If Paul taught against the Sabbath then why couldn’t the Jews convict Paul of blasphemy?

Question:

Hi,

If Acts 20:7 and I Corinthians 16:1-8 are a result of Paul's teaching that God's Sabbath had been fulfilled and God's fourth command was no longer required to be kept, why is it that after two trials the Jews could not Paul had committed blasphemy? If Paul had ever told the Jews that God's Sabbath had been fulfilled and they no longer need to keep God's fourth command the Jews would have stoned Paul on the spot. No trial would have been required! (Acts 24:13; Acts 25:7-8).

Answer:

Clearly, you have little understanding of Moses' law. It was forbidden in the Law for an average citizen to take the law into his own hands (Leviticus 19:18) -- it is where the United States gets its same concept that trials are required. Even if a trial finds a person guilty of breaking a law requiring a death penalty, the penalty could not be enforced unless there were two or three independent witnesses to the crime. "Whoever is deserving of death shall be put to death on the testimony of two or three witnesses; he shall not be put to death on the testimony of one witness" (Deuteronomy 17:6).

Acts 24:13 is Paul's testimony in a Roman court that the Jews had no evidence regarding the charges they brought to the Roman court. "He even tried to profane the temple, and we seized him, and wanted to judge him according to our law" (Acts 24:6). Notice that the Jews wanted to judge Paul according to Jewish law, but were prevented from doing so. However, the charge they brought to the Romans was that Paul defiled the temple, something that was a crime under Roman law. They could not charge Paul with blasphemous teachings because the Romans did not care about Jewish law. Paul's response to this charge was, "Nor can they prove the things of which they now accuse me" (Acts 24:13). Thus we find that you took Paul's statement out of context and changed a charge of defiling the temple into one of breaking the Sabbath.

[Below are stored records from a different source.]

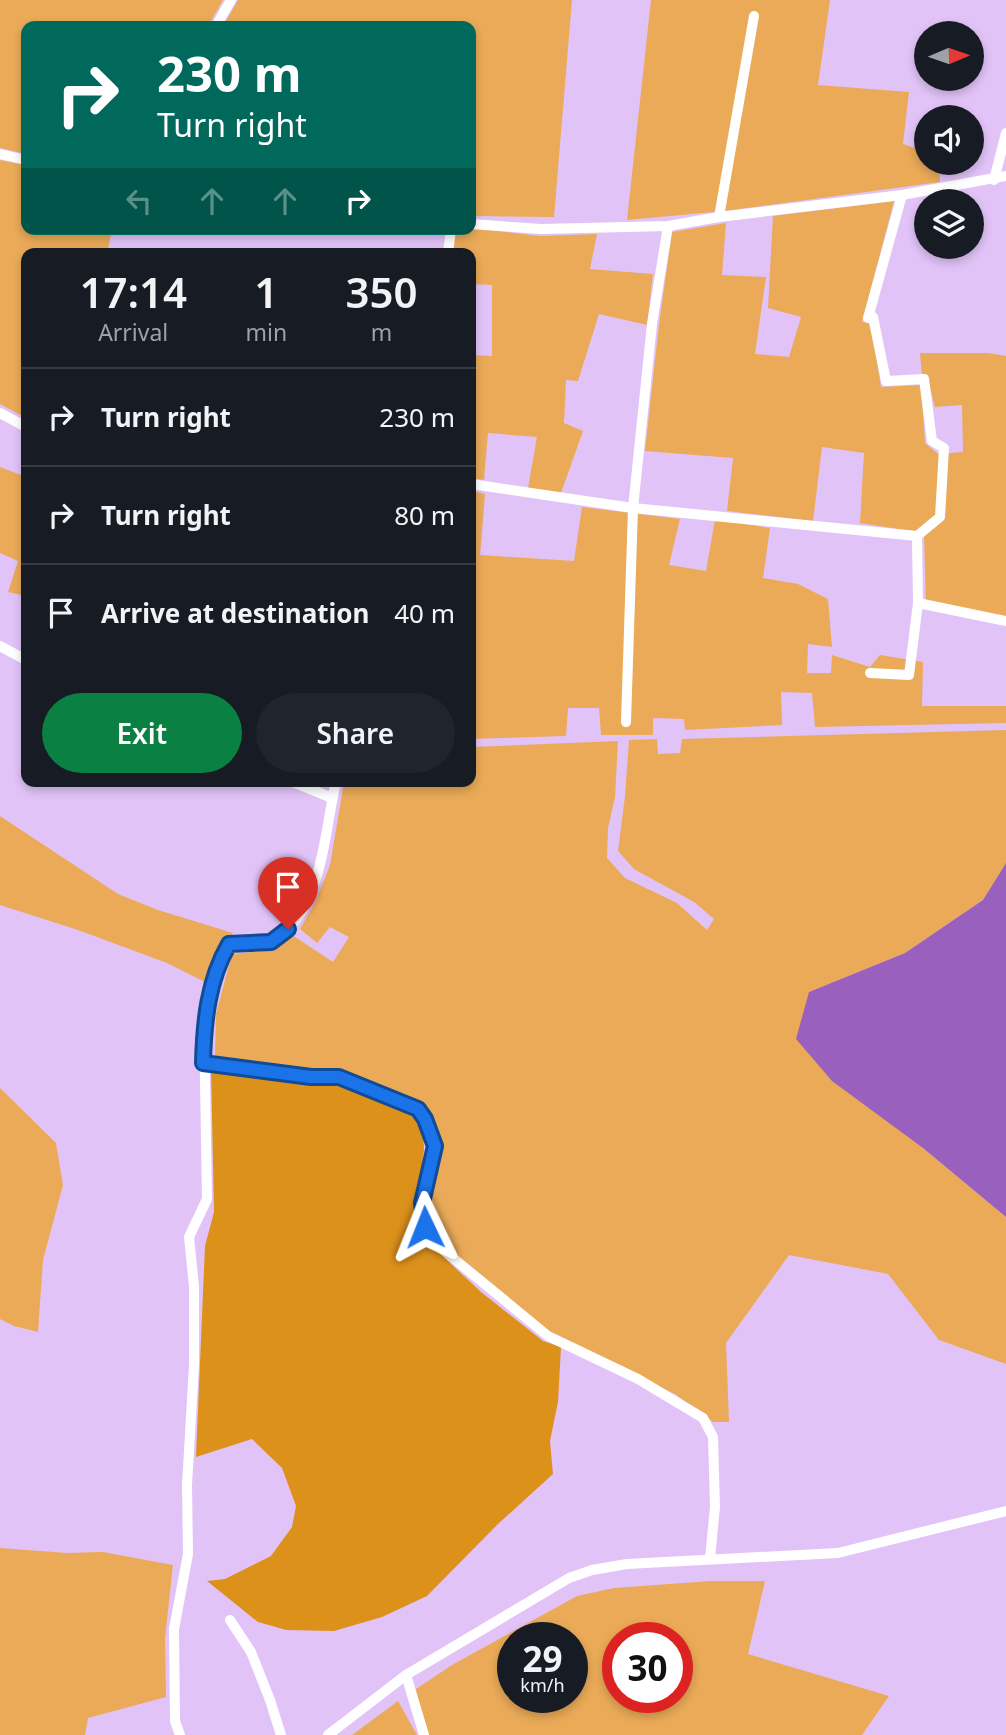 <!DOCTYPE html>
<style>
body{margin:0;font-family:"Noto Sans",sans-serif;background:#20242c;color:#f1f3f6;height:100vh;display:flex;flex-direction:column;font-size:26px;white-space:nowrap}
*{box-sizing:border-box;margin:0}
p{font-size:23px;color:#9ea1a6}
.icon{flex:none;width:38px;height:38px;fill:none;stroke:currentColor;stroke-width:2;stroke-linecap:round;stroke-linejoin:round}
.map{position:relative;flex:1;overflow:hidden}
.panel{position:absolute;left:21px;top:248px;width:455px;height:539px;display:flex;flex-direction:column;background:#171b24;border-radius:14px;box-shadow:0 4px 10px #0003}
.panel>*{flex:none}
.banner{position:absolute;left:21px;top:21px;width:455px;height:214px;border-radius:14px;box-shadow:0 4px 10px #0003;background:#00695c;color:#fff;overflow:hidden}
.needle{width:46px;rotate:88deg}
.buttons{position:absolute;left:914px;top:21px;display:grid;gap:14px}
.buttons a{display:grid;place-items:center;width:70px;height:70px;border-radius:50%;background:#171b24;box-shadow:0 4px 10px #0003;font-size:35px}
.speed{position:absolute;left:497px;top:1622px;display:flex;gap:14px;font-size:35px;font-weight:700;text-align:center}
.speed>*{display:grid;place-content:center;width:91px;height:91px;border-radius:50%;background:#171b24;box-shadow:0 4px 10px #0003;line-height:1}
.speed small{font-size:18px;font-weight:400}
.speed .limit{border:10px solid #d22;background:#fff;color:#111}
.pin{position:absolute;display:grid;place-items:center;width:60px;height:60px;color:#fff;margin:-72px -30px;border-radius:50% 50% 50% 0;rotate:-45deg;box-shadow:0 0 7px #0007}
.pin .icon{rotate:45deg}
.me{position:absolute;width:77px;margin:-38px;rotate:358deg;stroke-linejoin:round;filter:drop-shadow(0 0 5px #0008)}
.turn{display:flex;align-items:center;gap:24px;height:147px;padding:0 21px;font-size:32px}
.turn .icon{width:91px;height:91px;stroke-width:2.5}
.turn b{display:block;font-size:49px;line-height:60px}
.lanes{display:flex;align-items:center;height:66px;padding:0 21px;background:#0003;justify-content:center;gap:35px;direction:ltr}
.lanes .off{opacity:.35}
.eta{display:flex;justify-content:space-evenly;align-items:center;height:119px;text-align:center}
.eta b{font-size:42px;font-weight:600;line-height:49px}
.action{display:flex;gap:14px;margin-top:auto;padding:14px 21px}
.action a{flex:1;height:80px;border-radius:42px;background:#0b8043;color:#fff;font-size:28px;font-weight:600;line-height:80px;text-align:center}
.action a+a{background:#20242c;color:#f1f3f6}
ul{padding:0;list-style:none}
li{display:flex;align-items:center;gap:21px;height:98px;padding:0 21px;border-top:2px solid #363941}
li div{flex:1}
li b{display:block;font-size:26px}
li em{font-style:normal}
.map>svg:first-child{display:block}
.green{fill:#eaaa58;fill-rule:evenodd}
.forest{fill:#dc911b}
.water{fill:#9961bd}
.lines{fill:none;stroke-linecap:round;stroke-linejoin:round}
.minor{stroke:#fff;stroke-width:10}
.route-casing{stroke:#114b97;stroke-width:18}
.route{stroke:#1a73e8;stroke-width:12}
</style>
<div class="map">
<svg width="1006" height="1735" viewBox="0 0 1006 1735">
<rect width="100%" height="100%" fill="#e2c3f8"/>
<!-- green -->
<g class="green">
<polygon points="0,0 223,0 208,26 26,26 26,154 0,148"/>
<polygon points="238,0 572,0 554,217 471,216 471,26 223,26"/>
<polygon points="651,0 830,0 818,85 909,92 903,144 926,152 926,163 939,163 940,182 724,211 627,220"/>
<polygon points="0,160 26,165 26,229 112,229 107,254 26,254 26,418 0,404"/>
<polygon points="894,201 862,322 871,322 881,387 921,385 925,443 938,454 963,452 962,405 935,407 927,376 922,375 920,353 988,353 1006,356 1006,626 926,608 924,533 860,523 864,453 822,447 813,521 727,511 733,458 645,451 659,324 672,232 726,223 722,275 766,277 755,354 789,357 801,317 768,308 773,216"/>
<polygon points="471,228 540,236 597,234 590,269 653,274 647,325 599,314 578,381 566,380 564,423 583,431 561,493 528,488 537,437 488,433 484,480 471,478 471,355 492,356 492,285 471,284 471,254 452,254 455,229"/>
<polygon points="0,467 26,477 26,596 8,592 18,561 0,553"/>
<polygon points="471,491 485,494 480,555 574,561 582,507 680,519 669,565 706,571 715,519 770,528 763,578 798,584 828,599 832,647 808,644 807,673 831,673 832,655 870,667 880,655 923,662 922,706 1006,706 1006,723 815,727 812,693 781,692 782,725 685,730 684,719 653,718 653,735 601,735 599,708 568,708 566,736 471,739"/>
<polygon points="1006,730 1006,863 983,900 905,953 809,992 923,1148 1006,1217 1006,1364 939,1340 888,1274 789,1255 726,1343 729,1422 713,1422 675,1394 549,1334 443,1245 430,1226 425,1207 436,1159 437,1136 420,1106 314,1074 215,1061 216,1014 232,954 273,950 292,935 333,962 349,937 330,927 317,943 300,929 315,903 330,865 344,782 471,782 471,747 618,741 615,797 608,828 607,858 625,878 677,903 707,930 714,919 694,902 634,869 618,851 625,796 629,740 657,739 658,754 680,753 682,739"/>
<polygon points="0,816 118,894 158,910 233,933 219,954 209,984 167,963 78,930 0,905"/>
<polygon points="0,1088 56,1143 63,1185 43,1260 38,1332 14,1326 0,1319"/>
<polygon points="0,1548 67,1553 103,1552 173,1565 165,1638 166,1697 88,1718 85,1735 0,1735"/>
<path d="M711 1581H765L748 1654 889 1696 862 1735H426L407 1695 452 1665 577 1596 614 1588ZM513 1638H572V1698H513ZM618 1638H677V1698H618Z"/>
<polygon points="398,1701 417,1735 352,1735"/>
</g>
<!-- forest -->
<path class="forest" d="M211 1067C281 1086 368 1070 423 1126L424 1150 415 1218 432 1246 481 1292 543 1341 561 1347 558 1402 550 1441 553 1474 498 1524 427 1596 382 1617 334 1631 286 1630 258 1622 207 1581 225 1579 271 1556 292 1527 296 1506 282 1468 252 1439 196 1457 205 1246 214 1212Z"/>
<!-- water -->
<polygon class="water" points="1006,863 1006,1217 923,1148 832,1081 796,1039 809,992 905,953 983,900"/>
<g class="lines">
<!-- minor -->
<g class="minor">
<polyline points="216,26 231,0"/>
<polyline points="0,154 26,160"/>
<polyline points="994,180 1006,133"/>
<polyline points="902,195 868,318 873,317 886,381 924,379 932,441 944,448 940,517 917,536"/>
<polyline points="719,217 754,16"/>
<polyline points="471,224 541,229 668,226 719,217 902,195 1006,176"/>
<polyline points="448,254 451,229"/>
<polyline points="0,413 26,427"/>
<polyline points="471,484 633,508 917,536 918,603 1006,621"/>
<polyline points="0,646 26,660"/>
<polyline points="870,673 909,675 918,603"/>
<polyline points="626,722 633,508 652,324 668,226"/>
<polyline points="293,782 332,798"/>
<polyline points="203,1063 311,1077 339,1077 418,1109 425,1119 435,1146 422,1203 425,1227 442,1249 548,1336 638,1379 703,1418 713,1437 715,1507 710,1558"/>
<polyline points="230,1620 251,1652 270,1700 281,1735"/>
<polyline points="406,1675 424,1735"/>
<path d="M180 1735 175 1721 174 1629 188 1554 187 1485 194 1365V1287L189 1237 207 1199 204 1021 218 962 229 944C242 943 262 946 273 940 323 913 324 831 336 782"/>
<polyline points="328,1735 406,1675 569,1578 592,1570 627,1564 838,1553 1006,1511"/>
</g>
</g>
<g class="lines">
<!-- route casing -->
<g class="route-casing">
<path id="route" d="M288 929 271 942 229 944C208 980 204 1022 203 1063L311 1077H339L418 1109 425 1119 435 1146 422 1203 425 1227"/>
</g>
<!-- route -->
<use href="#route" class="route"/>
</g>
</svg>
<div class="buttons">
<a><svg class="needle" viewBox="-14 -14 28 28"><path d="M0-13l5 13h-10z" fill="#e53935"/><path d="M0 13l5-13h-10z" fill="#9ea1a6"/></svg></a>
<a><svg class="icon" aria-label="sound" viewBox="0 0 24 24"><path d="M4 9h4l5-4v14l-5-4H4zM17 9q2 3 0 6"/></svg></a>
<a><svg class="icon" aria-label="layers" viewBox="0 0 24 24"><path d="M12 4l9 5-9 5-9-5zM3 14l9 5 9-5"/></svg></a>
</div>
<div class="speed"><div>29<small>km/h</small></div><div class="limit">30</div></div>
<div class="pin" style="left:288px;top:929px;background:#d93025"><svg class="icon" aria-label="arrive" viewBox="0 0 24 24"><path d="M6 21V4h12l-3 4 3 4H6"/></svg></div>
<svg class="me" style="left:425px;top:1227px" viewBox="-20 -20 40 40"><path d="M0-17L14 15 0 8-14 15z" fill="#1a73e8" stroke="#fff" stroke-width="4"/></svg>
<div class="banner">
<div class="turn"><svg class="icon" aria-label="right" viewBox="0 0 24 24"><path d="M7 20v-9h11M14 6l5 5-5 5"/></svg><div><b>230 m</b>Turn right</div></div>
<div class="lanes"><svg class="icon off" aria-label="left" viewBox="0 0 24 24"><path d="M17 20v-9H6M10 6l-5 5 5 5"/></svg><svg class="icon off" aria-label="ahead" viewBox="0 0 24 24"><path d="M12 20V5M6 11l6-6 6 6"/></svg><svg class="icon off" aria-label="ahead" viewBox="0 0 24 24"><path d="M12 20V5M6 11l6-6 6 6"/></svg><svg class="icon" aria-label="right" viewBox="0 0 24 24"><path d="M7 20v-9h11M14 6l5 5-5 5"/></svg></div>
</div>
<section class="panel">
<div class="eta">
<div><b>17:14</b><p>Arrival</p></div>
<div><b>1</b><p>min</p></div>
<div><b>350</b><p>m</p></div>
</div>
<ul>
<li><svg class="icon" aria-label="right" viewBox="0 0 24 24"><path d="M7 20v-9h11M14 6l5 5-5 5"/></svg><div><b>Turn right</b></div><em>230 m</em></li>
<li><svg class="icon" aria-label="right" viewBox="0 0 24 24"><path d="M7 20v-9h11M14 6l5 5-5 5"/></svg><div><b>Turn right</b></div><em>80 m</em></li>
<li><svg class="icon" aria-label="arrive" viewBox="0 0 24 24"><path d="M6 21V4h12l-3 4 3 4H6"/></svg><div><b>Arrive at destination</b></div><em>40 m</em></li>
</ul>
<div class="action"><a>Exit</a><a>Share</a></div>
</section>
</div>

"When he had come, the Jews who had come down from Jerusalem stood about and laid many serious complaints against Paul, which they could not prove, while he answered for himself, "Neither against the law of the Jews, nor against the temple, nor against Caesar have I offended in anything at all"" (Acts 25:7-8). Once again this was taking place in a Roman court. Luke notes that the Jews had no evidence for any charge against Paul. What were the exact charges? We are not told. You assume it was about the Sabbath, but again you have no evidence either. Paul states that he had not acted in an offensive manner against the law of the Jews and that statement is absolutely true. It wasn't an offense to prove the Law had ended when that law itself stated that it would end. "Behold, the days are coming, says the LORD, when I will make a new covenant with the house of Israel and with the house of Judah -- not according to the covenant that I made with their fathers in the day that I took them by the hand to lead them out of the land of Egypt, My covenant which they broke, though I was a husband to them, says the LORD" (Jeremiah 31:31-32).

"In Him you were also circumcised with the circumcision made without hands, by putting off the body of the sins of the flesh, by the circumcision of Christ, buried with Him in baptism, in which you also were raised with Him through faith in the working of God, who raised Him from the dead. And you, being dead in your trespasses and the uncircumcision of your flesh, He has made alive together with Him, having forgiven you all trespasses, having wiped out the handwriting of requirements that was against us, which was contrary to us. And He has taken it out of the way, having nailed it to the cross. Having disarmed principalities and powers, He made a public spectacle of them, triumphing over them in it. So let no one judge you in food or in drink, or regarding a festival or a new moon or sabbaths, which are a shadow of things to come, but the substance is of Christ" (Colossians 2:11-17).

"Therefore, my brethren, you also have become dead to the law through the body of Christ, that you may be married to another -- to Him who was raised from the dead, that we should bear fruit to God" (Romans 7:4).

"Stand fast therefore in the liberty by which Christ has made us free, and do not be entangled again with a yoke of bondage. Indeed I, Paul, say to you that if you become circumcised, Christ will profit you nothing. And I testify again to every man who becomes circumcised that he is a debtor to keep the whole law. You have become estranged from Christ, you who attempt to be justified by law; you have fallen from grace" (Galatians 5:1-4).